-- What needs to be done --
In the entries that follow, locate the line with "I am building", then restate that line and all later lines exactly as they appear, leaving pictures out.

++++ Supplied material ++++

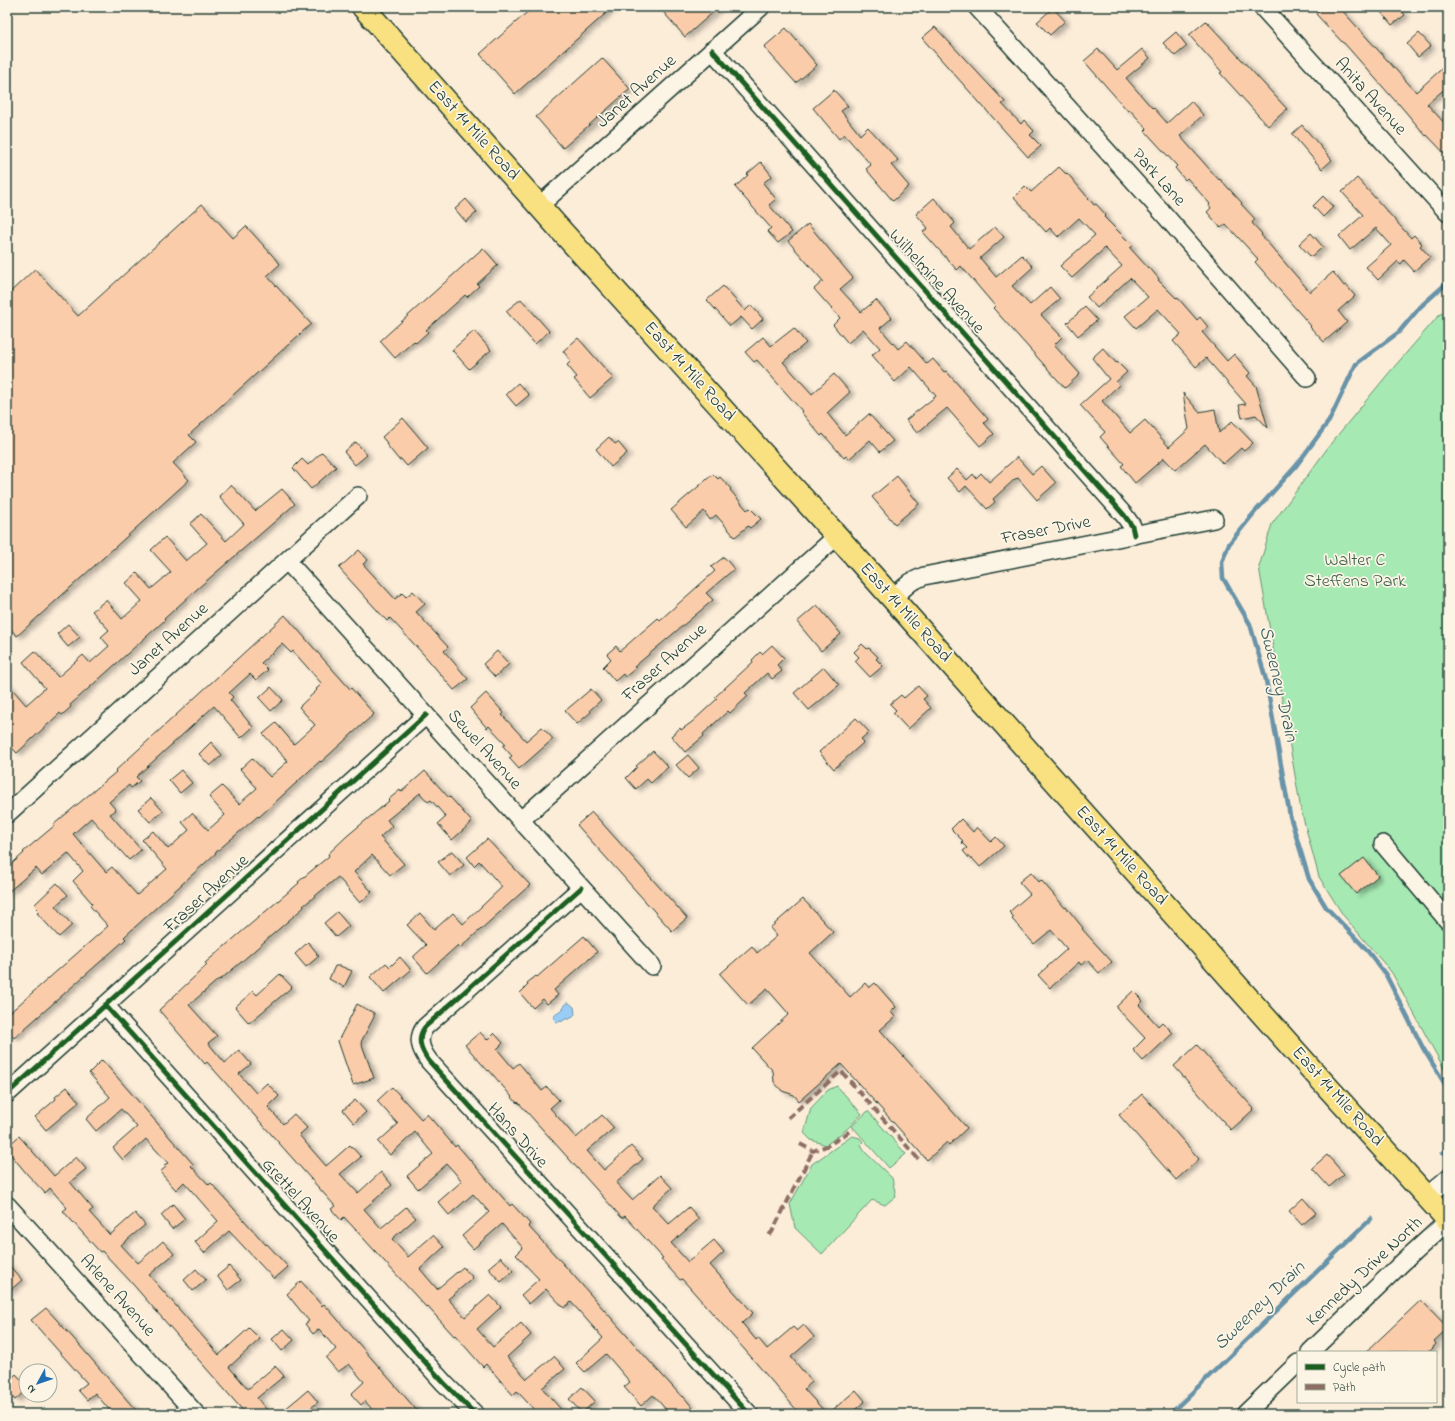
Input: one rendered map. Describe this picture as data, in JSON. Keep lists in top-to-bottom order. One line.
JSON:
{"streets":{"main road":["East 14 Mile Road"],"street":["Janet Avenue","Anita Avenue","Park Lane","Wilhelmine Avenue","Fraser Drive","Fraser Avenue","Sewel Avenue","Hans Drive","Grettel Avenue","Kennedy Drive North","Arlene Avenue"]},"crossings":[["Janet Avenue","East 14 Mile Road"],["Janet Avenue","Wilhelmine Avenue"],["Janet Avenue","Sewel Avenue"],["East 14 Mile Road","Fraser Drive"],["East 14 Mile Road","Fraser Avenue"],["East 14 Mile Road","Kennedy Drive North"],["Wilhelmine Avenue","Fraser Drive"],["Fraser Avenue","Sewel Avenue"],["Fraser Avenue","Grettel Avenue"],["Sewel Avenue","Hans Drive"]],"water":["Sweeney Drain"],"parks":["Walter C Steffens Park"],"legend":["Cycle path","Path"],"north":"bottom left"}
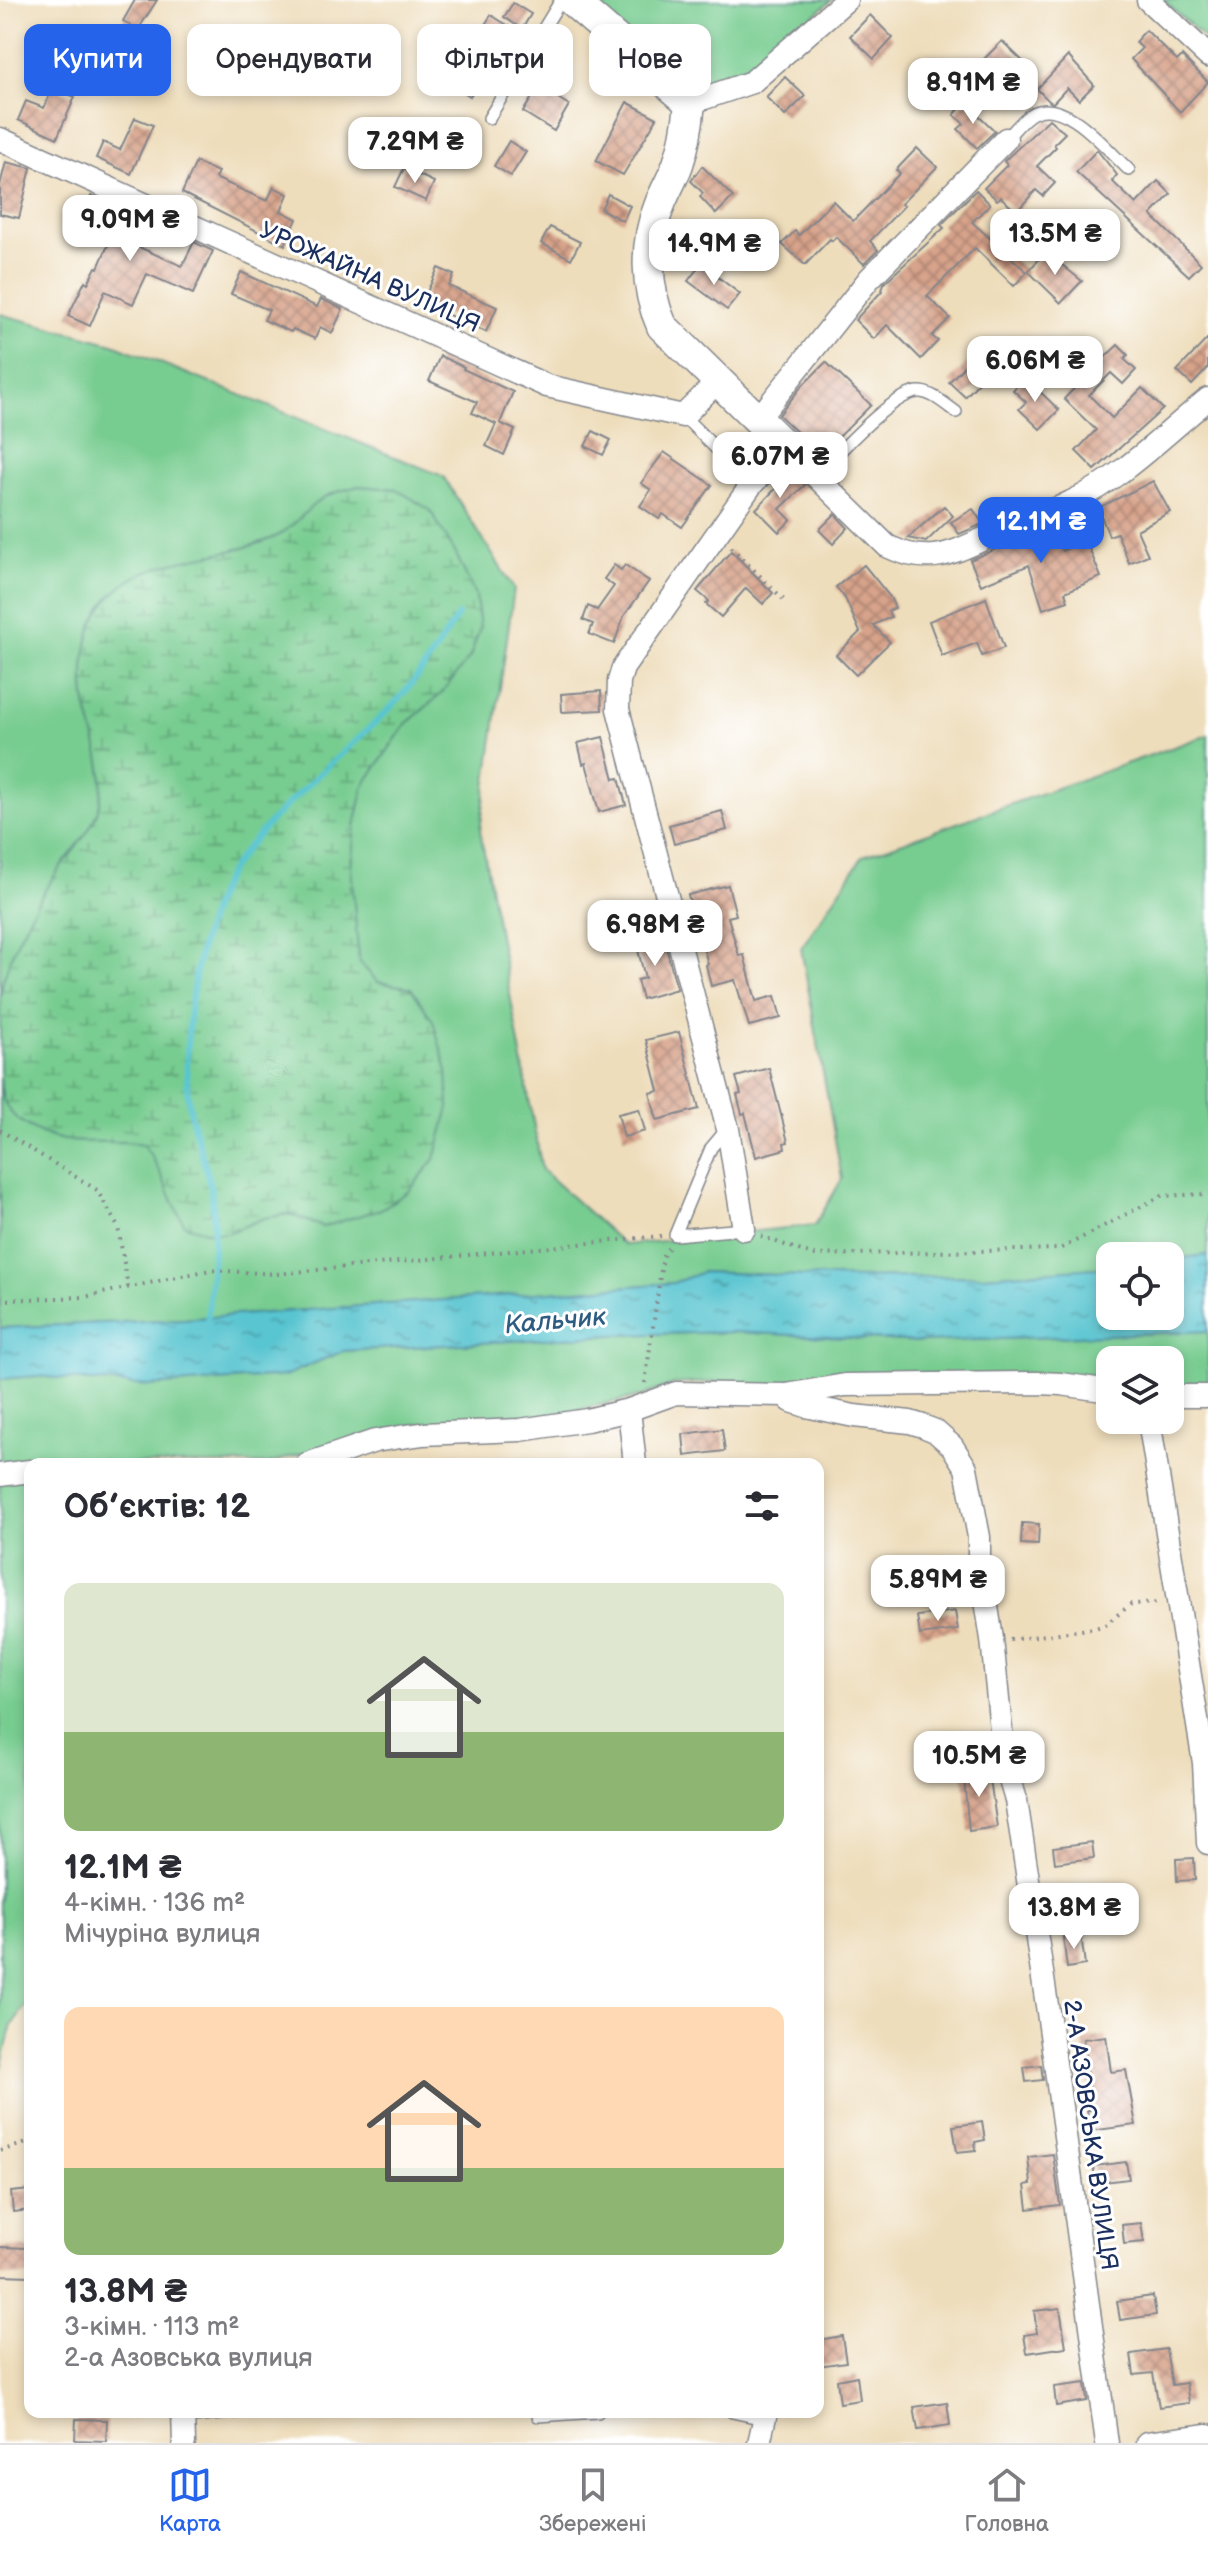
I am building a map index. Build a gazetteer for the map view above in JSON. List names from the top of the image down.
{
  "streets": {
    "street": ["УРОЖАЙНА ВУЛИЦЯ", "2-А АЗОВСЬКА ВУЛИЦЯ"]
  },
  "water": ["Кальчик"],
  "page": {
    "chip": [
      "Купити",
      "Орендувати",
      "Фільтри",
      "Нове"
    ],
    "price": [
      "8.91M ₴",
      "7.29M ₴",
      "9.09M ₴",
      "13.5M ₴",
      "14.9M ₴",
      "6.06M ₴",
      "6.07M ₴",
      "12.1M ₴",
      "6.98M ₴",
      "5.89M ₴",
      "10.5M ₴",
      "13.8M ₴"
    ],
    "heading": "Об’єктів: 12",
    "list": [
      {
        "name": "12.1M ₴",
        "note": "4-кімн. · 136 m² · Мічуріна вулиця"
      },
      {
        "name": "13.8M ₴",
        "note": "3-кімн. · 113 m² · 2-а Азовська вулиця"
      }
    ],
    "tabs": ["Карта", "Збережені", "Головна"]
  }
}
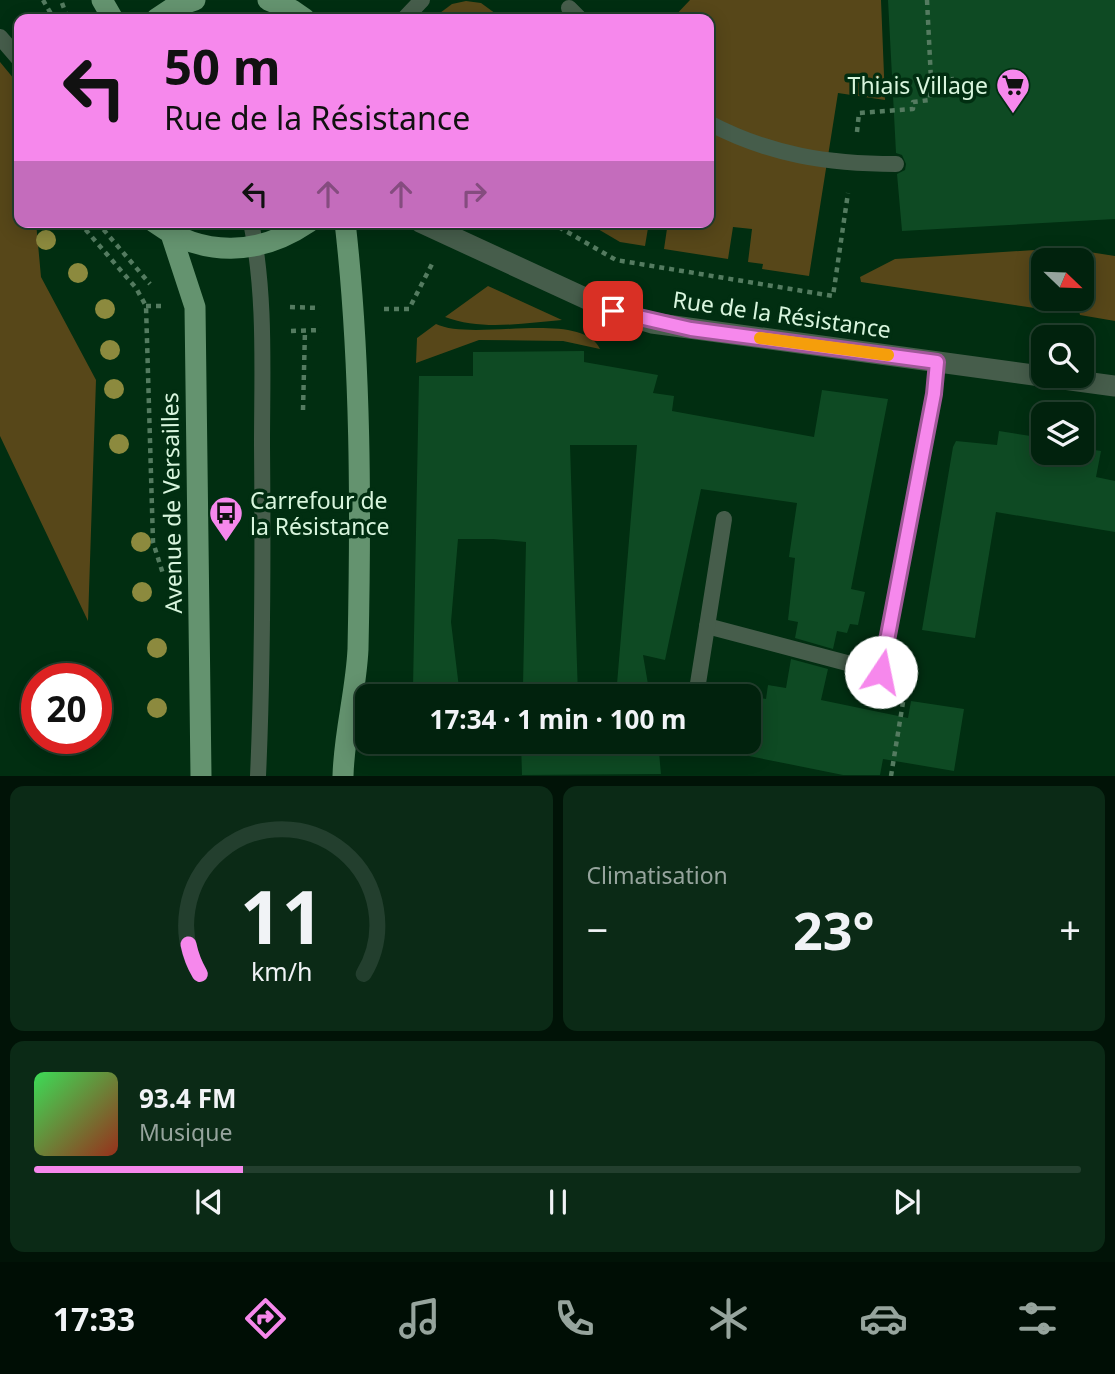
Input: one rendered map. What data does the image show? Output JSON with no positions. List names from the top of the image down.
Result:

++++

-- Answer to this exercise --
I am building a map index. Build a gazetteer for the map view above in JSON. List names from the top of the image down.
{
  "streets": {
    "street": ["УРОЖАЙНА ВУЛИЦЯ", "2-А АЗОВСЬКА ВУЛИЦЯ"]
  },
  "water": ["Кальчик"],
  "page": {
    "chip": [
      "Купити",
      "Орендувати",
      "Фільтри",
      "Нове"
    ],
    "price": [
      "8.91M ₴",
      "7.29M ₴",
      "9.09M ₴",
      "13.5M ₴",
      "14.9M ₴",
      "6.06M ₴",
      "6.07M ₴",
      "12.1M ₴",
      "6.98M ₴",
      "5.89M ₴",
      "10.5M ₴",
      "13.8M ₴"
    ],
    "heading": "Об’єктів: 12",
    "list": [
      {
        "name": "12.1M ₴",
        "note": "4-кімн. · 136 m² · Мічуріна вулиця"
      },
      {
        "name": "13.8M ₴",
        "note": "3-кімн. · 113 m² · 2-а Азовська вулиця"
      }
    ],
    "tabs": ["Карта", "Збережені", "Головна"]
  }
}
Input: one rendered map. What data does the image show? Output JSON with no positions. List names from the top of the image down.
Result:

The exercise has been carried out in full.